In the midst of looking back on sports past, sports present is basically upon us. The NHL is packing up for the safer environment of Canada. MLS is down two teams but still moving forward with their tournament in Orlando. And their Florida neighbor, the NBA, is getting ready to figure out the end of its season and finalize seeding for the playoffs.
For someone who follows the Celtics, this is an especially intriguing period. Kemba Walker had been slowed by a knee injury when the coronavirus put a sudden halt to the season, just as Jayson Tatum and Jaylen Brown were continuing their respective coming-out parties — the latter shaping into one of the better two-way players in the game, the former solidifying into a deadly scorer. With all these guys reasonably healthy, this could be an engaging run for Boston.

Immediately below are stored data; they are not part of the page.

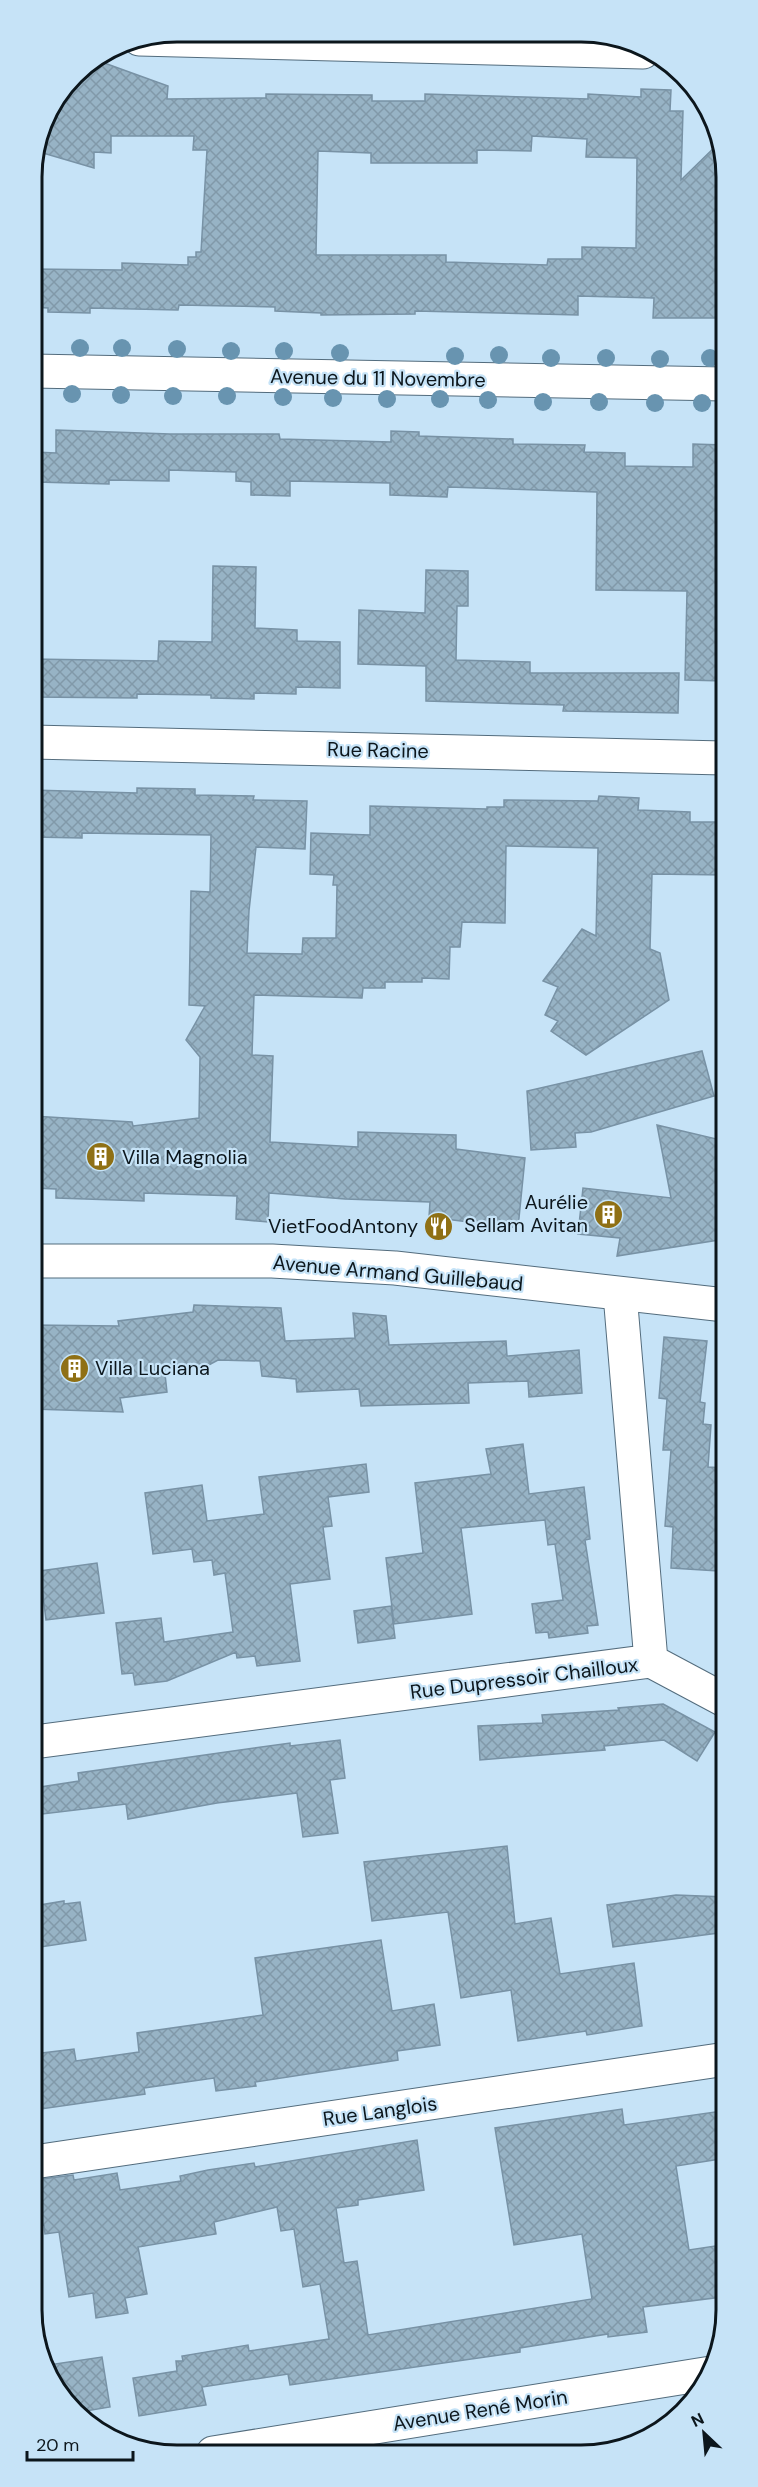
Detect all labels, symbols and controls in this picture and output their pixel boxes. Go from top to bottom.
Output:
street label: Avenue du 11 Novembre [270,363,486,393]
street label: Rue Racine [327,736,429,764]
building icon: Villa Magnolia [85,1141,117,1173]
place label: Villa Magnolia [122,1144,248,1170]
place label: Aurélie Sellam Avitan [464,1189,588,1238]
building icon: Aurélie Sellam Avitan [593,1198,625,1230]
restaurant icon: VietFoodAntony [423,1210,455,1242]
place label: VietFoodAntony [268,1213,418,1239]
street label: Avenue Armand Guillebaud [272,1249,524,1297]
building icon: Villa Luciana [58,1352,90,1384]
place label: Villa Luciana [95,1355,210,1381]
street label: Rue Dupressoir Chailloux [409,1651,639,1705]
street label: Rue Langlois [321,2090,439,2132]
street label: Avenue René Morin [391,2383,569,2437]
north arrow [674,2403,734,2463]
text: N [688,2408,707,2432]
scale bar [27,2424,134,2462]
text: 20 m [36,2433,79,2457]

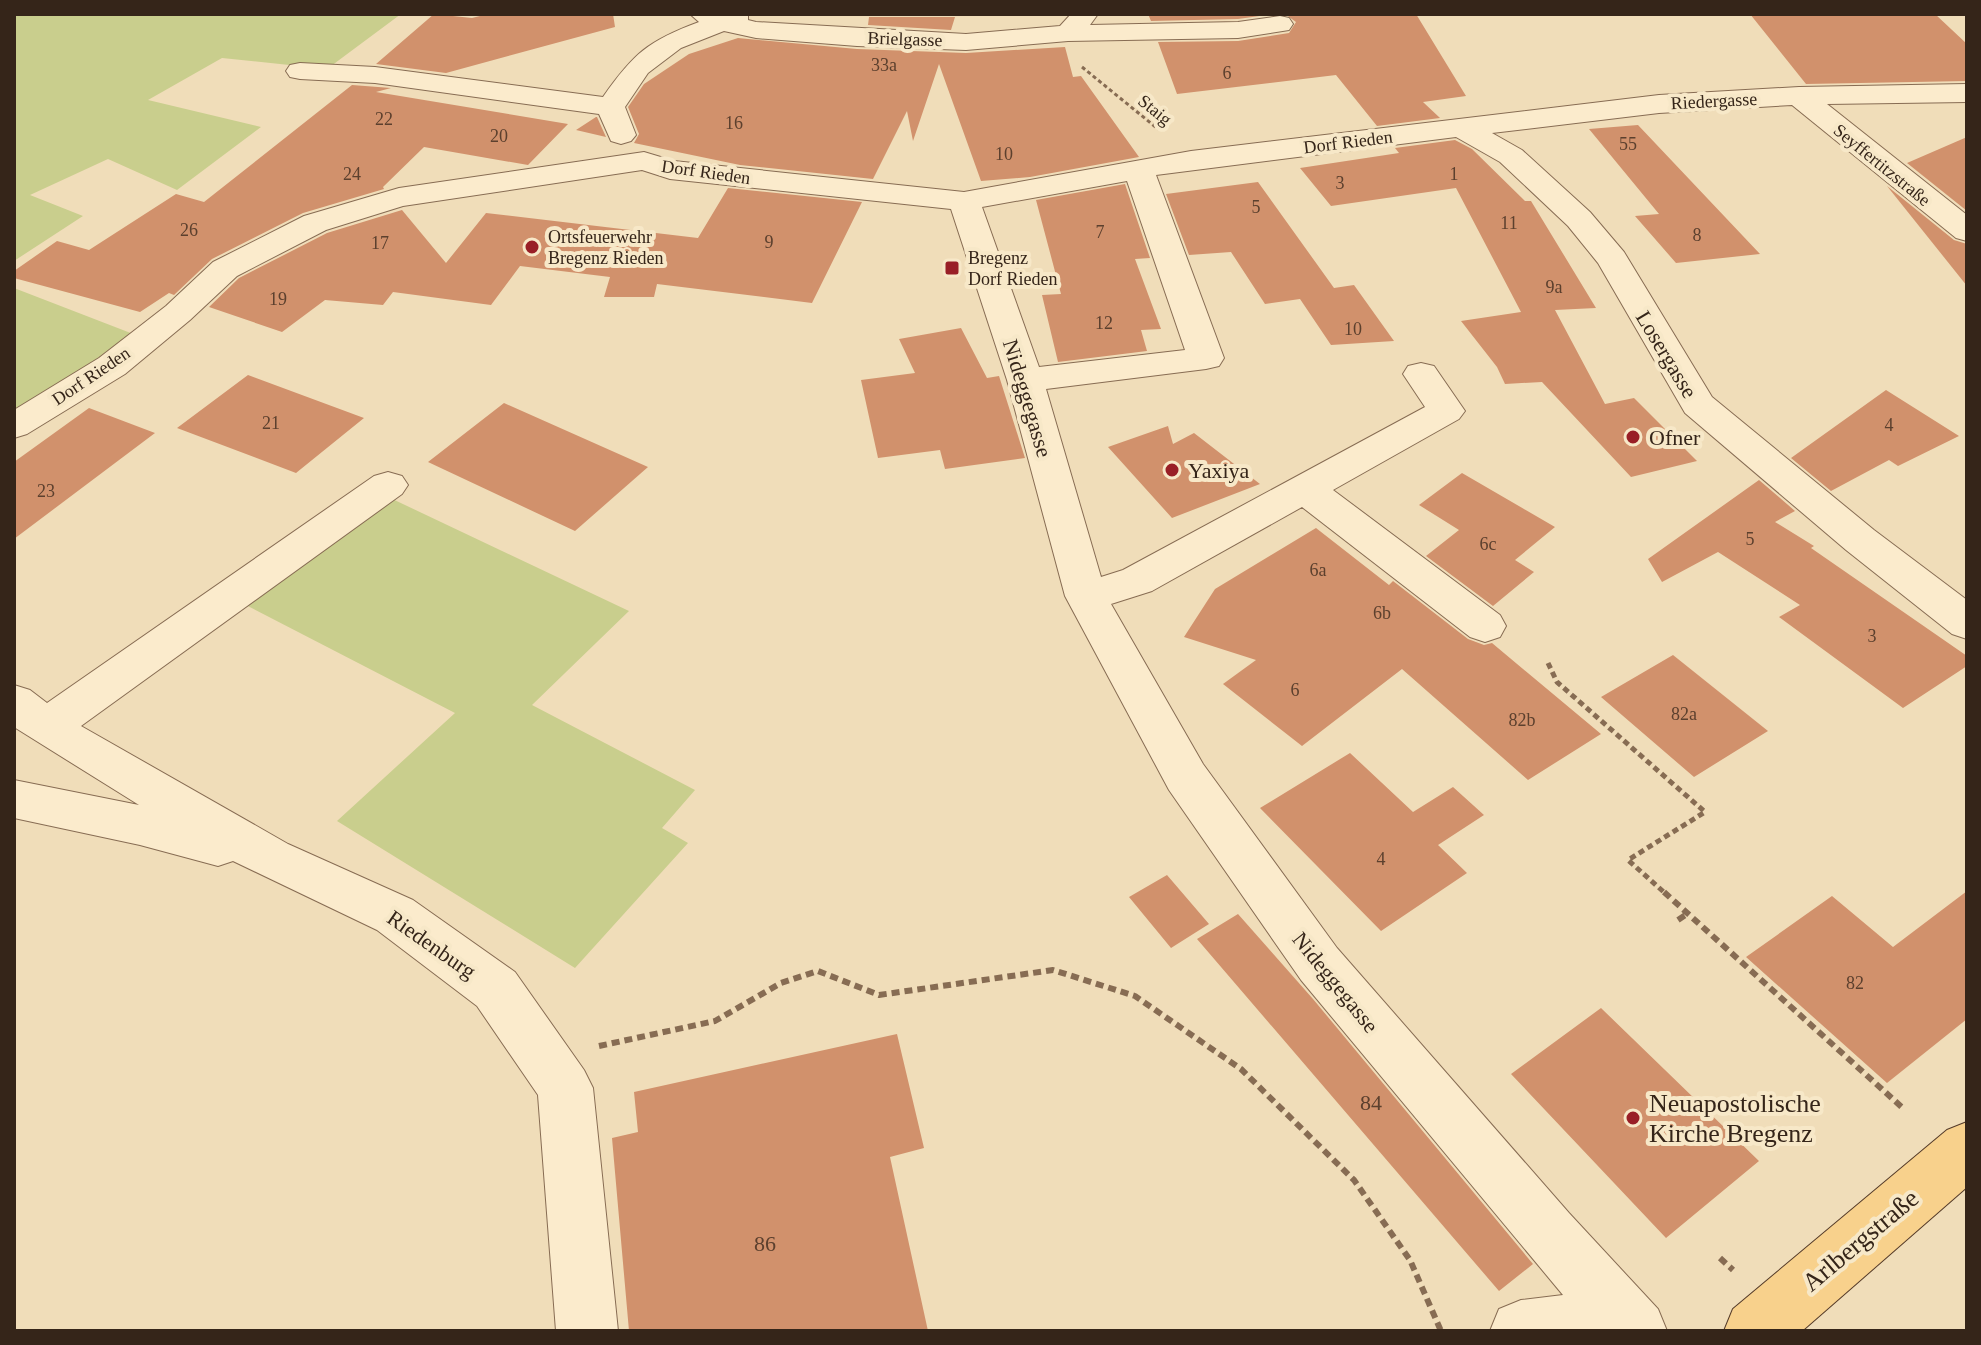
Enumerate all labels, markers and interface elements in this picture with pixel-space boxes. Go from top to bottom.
street label: Brielgasse [867,28,943,50]
house number: 33a [871,55,897,75]
house number: 6 [1223,63,1232,83]
street label: Riedergasse [1670,89,1758,113]
street label: Staig [1134,91,1176,129]
house number: 22 [375,109,393,129]
house number: 16 [725,113,743,133]
street label: Seyffertitzstraße [1830,120,1934,210]
house number: 20 [490,126,508,146]
street label: Dorf Rieden [1302,127,1394,157]
house number: 55 [1619,134,1637,154]
house number: 10 [995,144,1013,164]
street label: Dorf Rieden [660,156,752,188]
house number: 24 [343,164,361,184]
house number: 1 [1450,164,1459,184]
house number: 3 [1336,173,1345,193]
house number: 5 [1252,197,1261,217]
house number: 11 [1500,213,1518,233]
house number: 26 [180,220,198,240]
house number: 7 [1096,222,1105,242]
house number: 8 [1693,225,1702,245]
place label: Ortsfeuerwehr Bregenz Rieden [548,227,663,268]
house number: 9 [765,232,774,252]
house number: 17 [371,233,389,253]
marker: Ortsfeuerwehr Bregenz Rieden [523,238,541,256]
place label: Bregenz Dorf Rieden [968,248,1057,289]
marker: Bregenz Dorf Rieden [943,259,961,277]
house number: 9a [1546,277,1563,297]
house number: 19 [269,289,287,309]
street label: Losergasse [1631,306,1702,402]
house number: 12 [1095,313,1113,333]
house number: 10 [1344,319,1362,339]
street label: Nideggegasse [998,336,1057,460]
street label: Dorf Rieden [48,343,134,409]
house number: 21 [262,413,280,433]
house number: 4 [1885,415,1894,435]
place label: Ofner [1649,425,1701,450]
marker: Ofner [1624,428,1642,446]
place label: Yaxiya [1188,458,1250,483]
marker: Yaxiya [1163,461,1181,479]
house number: 23 [37,481,55,501]
house number: 5 [1746,529,1755,549]
house number: 6c [1480,534,1497,554]
house number: 6a [1310,560,1327,580]
house number: 6b [1373,603,1391,623]
house number: 3 [1868,626,1877,646]
house number: 6 [1291,680,1300,700]
house number: 82a [1671,704,1697,724]
house number: 82b [1509,710,1536,730]
house number: 4 [1377,849,1386,869]
street label: Riedenburg [383,905,481,984]
street label: Nideggegasse [1287,927,1384,1038]
house number: 82 [1846,973,1864,993]
place label: Neuapostolische Kirche Bregenz [1649,1089,1821,1148]
house number: 84 [1360,1090,1382,1115]
marker: Neuapostolische Kirche Bregenz [1624,1109,1642,1127]
street label: Arlbergstraße [1796,1183,1924,1297]
house number: 86 [754,1231,776,1256]

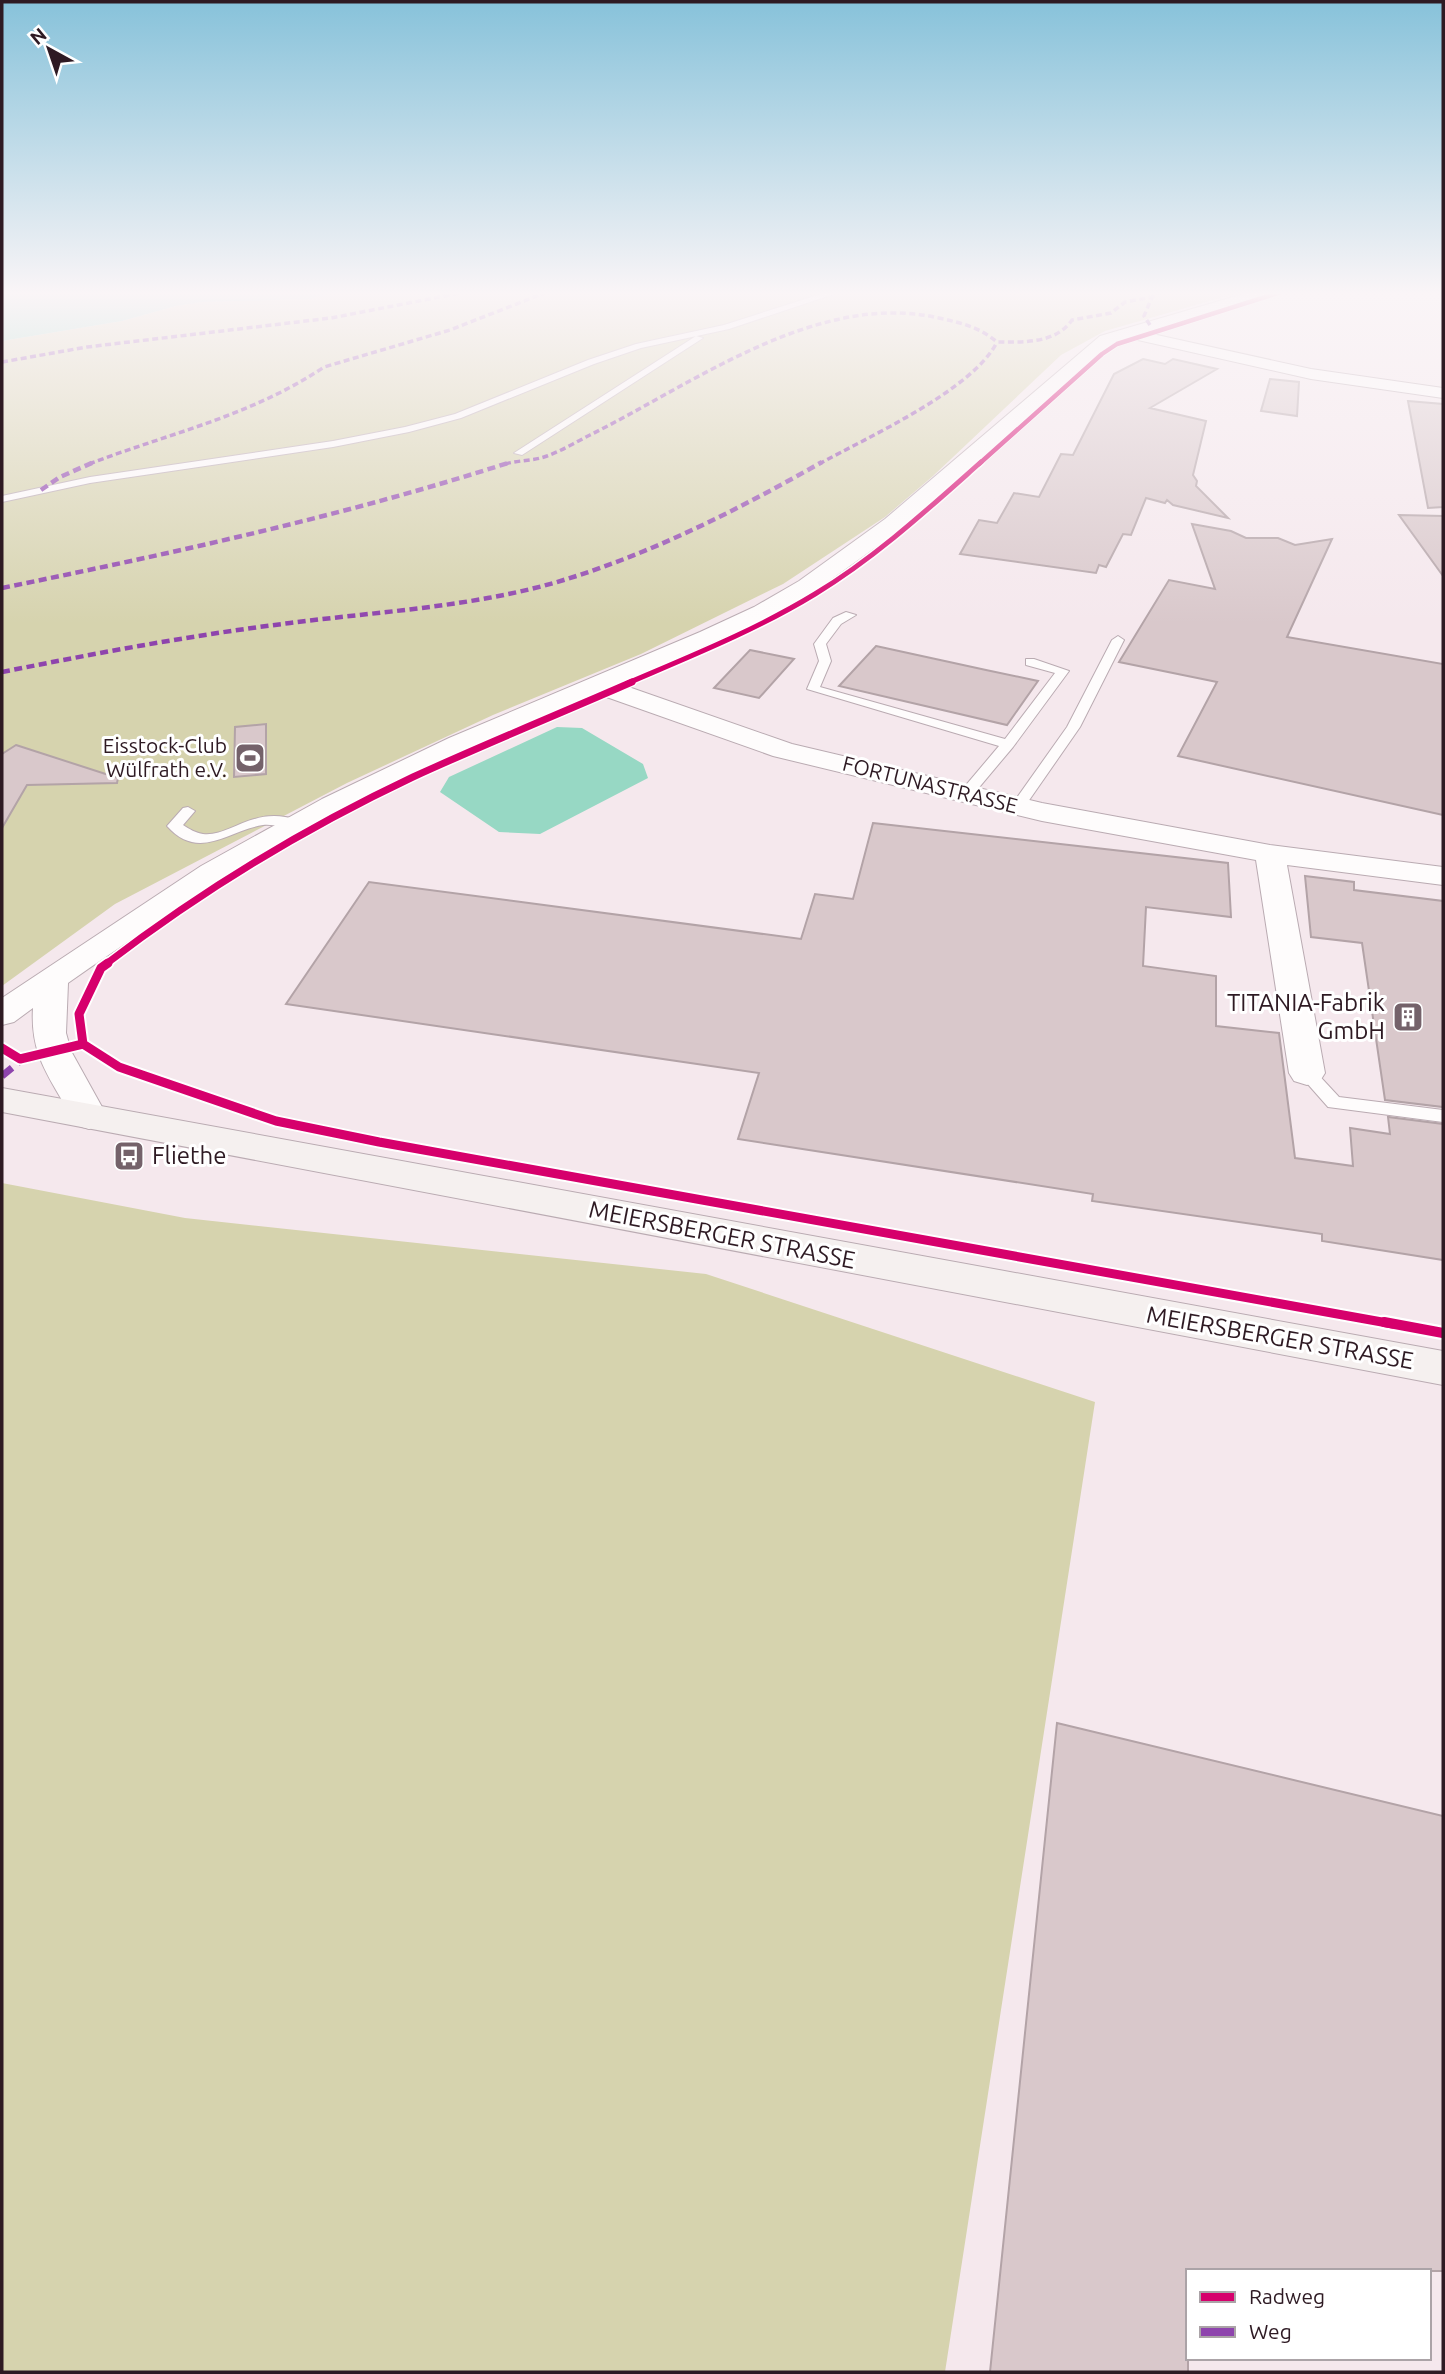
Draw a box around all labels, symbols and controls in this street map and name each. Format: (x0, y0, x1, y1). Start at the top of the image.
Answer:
north arrow (14, 14, 84, 84)
text: N (26, 23, 51, 49)
place label: Eisstock-Club Wülfrath e.V. (103, 733, 227, 781)
sports icon: Eisstock-Club Wülfrath e.V. (233, 741, 267, 775)
street label: FORTUNASTRASSE (840, 751, 1020, 817)
place label: TITANIA-Fabrik GmbH (1227, 989, 1385, 1044)
building icon: TITANIA-Fabrik GmbH (1391, 1000, 1425, 1034)
bus stop icon: Fliethe (112, 1139, 146, 1173)
place label: Fliethe (152, 1142, 226, 1169)
street label: MEIERSBERGER STRASSE (587, 1195, 858, 1274)
street label: MEIERSBERGER STRASSE (1144, 1301, 1416, 1374)
legend (1186, 2269, 1431, 2360)
text: Radweg (1249, 2284, 1325, 2308)
text: Weg (1249, 2319, 1292, 2343)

It’s still going to be weird, though. All the games will be played on a uniform court for the benefit of ESPN’s cameras but without fans. And it’s not hard to think about how long this is all going to last, and when some sense of normalcy returns to the game.
With that, I thought ahead to next season, when the Celtics are planning to retire Kevin Garnett’s number, and hopefully doing so safely in front of 18,000 cheering fans in the Garden.
When Paul Pierce returned with Kevin Garnett to the Celtics for the first time after their 2013 trade to Brooklyn, they were greeted with video tributes and emotional ovations, with the camera eventually settling on two vacant squares where Boston’s retired numbers reside. The not-so-subtle hint was that one day, Pierce’s 34 and Garnett’s 5 would live there.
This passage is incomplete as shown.